That's why I was posting this. Many people think that because of the Kerckhoff principle you should always disclose everything. But obscurity is not always a bad thing and it can be part of the obfuscation here. Although here it was indeed a good thing since admins are gonna up the cost of their kdf following advice from the community.

Shit happens, we're all human. All you can do is learn from it. Thanks for setting up that dedicated reporting address, and for being transparent about the incident.

I was pretty amused to see the notification come across my email...I never get to part of the fun hacks, and also, I randomize my password to make it hard to log back in (without searching for the text file I've buried it in) when I've logged back out...so no big loss. I know the email asked us to not say anything about it until everyone was properly notified but I was pretty surprised no one blurted it out anyway, this being HN and the lively discussions we have about hack incidents.

This is a perfect example of how security venerabilities should be disclosed.

• Quickly • Transparently • With a fix already in place

I was one of the lucky users. I was on the road (coming back from a family funeral in rural Kansas) at the time the email was sent, so I was barely on my cell phone network enough to see the email, and wasn't near my desktop computer where I usually do all my password changes.

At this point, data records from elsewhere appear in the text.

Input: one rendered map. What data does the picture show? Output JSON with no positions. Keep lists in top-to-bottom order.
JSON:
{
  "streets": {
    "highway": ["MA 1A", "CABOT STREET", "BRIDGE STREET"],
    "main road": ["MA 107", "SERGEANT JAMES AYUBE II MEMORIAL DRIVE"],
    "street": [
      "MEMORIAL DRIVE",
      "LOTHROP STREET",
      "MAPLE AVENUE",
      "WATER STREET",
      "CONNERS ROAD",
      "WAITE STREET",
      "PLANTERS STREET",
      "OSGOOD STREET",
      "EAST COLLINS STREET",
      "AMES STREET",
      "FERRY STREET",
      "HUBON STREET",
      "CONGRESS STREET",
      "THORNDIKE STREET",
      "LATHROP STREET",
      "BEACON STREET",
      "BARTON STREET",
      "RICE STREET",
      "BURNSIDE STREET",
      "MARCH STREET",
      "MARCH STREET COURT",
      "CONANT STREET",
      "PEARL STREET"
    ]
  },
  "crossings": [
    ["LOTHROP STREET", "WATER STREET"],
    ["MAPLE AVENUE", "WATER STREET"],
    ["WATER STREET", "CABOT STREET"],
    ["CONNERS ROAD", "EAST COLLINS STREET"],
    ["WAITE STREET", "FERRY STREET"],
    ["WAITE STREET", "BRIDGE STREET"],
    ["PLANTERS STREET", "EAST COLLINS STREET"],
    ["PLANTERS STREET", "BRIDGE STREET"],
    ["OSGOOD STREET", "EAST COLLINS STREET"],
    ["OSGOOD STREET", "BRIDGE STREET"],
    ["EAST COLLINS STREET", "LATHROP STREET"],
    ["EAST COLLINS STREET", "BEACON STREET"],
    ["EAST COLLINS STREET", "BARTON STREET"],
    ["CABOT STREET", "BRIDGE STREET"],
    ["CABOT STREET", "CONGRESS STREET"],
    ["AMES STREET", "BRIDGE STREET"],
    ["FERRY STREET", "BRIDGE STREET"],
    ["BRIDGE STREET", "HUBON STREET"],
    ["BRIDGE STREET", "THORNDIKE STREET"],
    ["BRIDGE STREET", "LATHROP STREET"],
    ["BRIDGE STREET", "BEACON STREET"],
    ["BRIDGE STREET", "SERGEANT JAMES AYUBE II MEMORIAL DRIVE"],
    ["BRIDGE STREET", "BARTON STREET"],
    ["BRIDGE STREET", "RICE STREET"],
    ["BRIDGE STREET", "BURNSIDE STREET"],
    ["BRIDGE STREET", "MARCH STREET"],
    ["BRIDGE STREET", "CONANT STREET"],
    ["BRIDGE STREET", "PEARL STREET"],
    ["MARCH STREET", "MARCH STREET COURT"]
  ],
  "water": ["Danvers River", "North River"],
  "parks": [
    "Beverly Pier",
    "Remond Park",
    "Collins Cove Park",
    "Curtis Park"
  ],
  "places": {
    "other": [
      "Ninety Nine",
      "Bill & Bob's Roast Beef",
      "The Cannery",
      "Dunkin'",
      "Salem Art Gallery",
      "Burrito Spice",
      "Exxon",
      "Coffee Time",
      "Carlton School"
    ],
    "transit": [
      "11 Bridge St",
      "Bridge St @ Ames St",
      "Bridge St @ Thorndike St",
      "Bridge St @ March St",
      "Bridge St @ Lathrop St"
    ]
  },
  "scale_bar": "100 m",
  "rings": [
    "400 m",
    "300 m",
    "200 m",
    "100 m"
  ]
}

But I only use my password for any given site on that site itself, and I have now reset my Hacker News password, so all's well that ends well. Thanks to the HN team for fixing the bug and for notifying the users affected by the bug.

Just wanted to thank the HN team for a responsible disclosure.

It's never fun to be on the receiving end of these e-mails, but the HN leak e-mail was the most responsible data-leak notification I've received.

Thanks for being professional and responsible!

So why was that data pushed "randomly" into the updates queue? Or put another way why was it random rather than happening all of the time?

Had it happened in all cases, I'd have noticed it (I hope!) before pushing it to the live site.

This was a case of rare error handling having unintended side effects. The profiles were only published in one very unlikely case.

> The profiles were only published in one very unlikely case

Can you comment on what this case was? I'm just curious.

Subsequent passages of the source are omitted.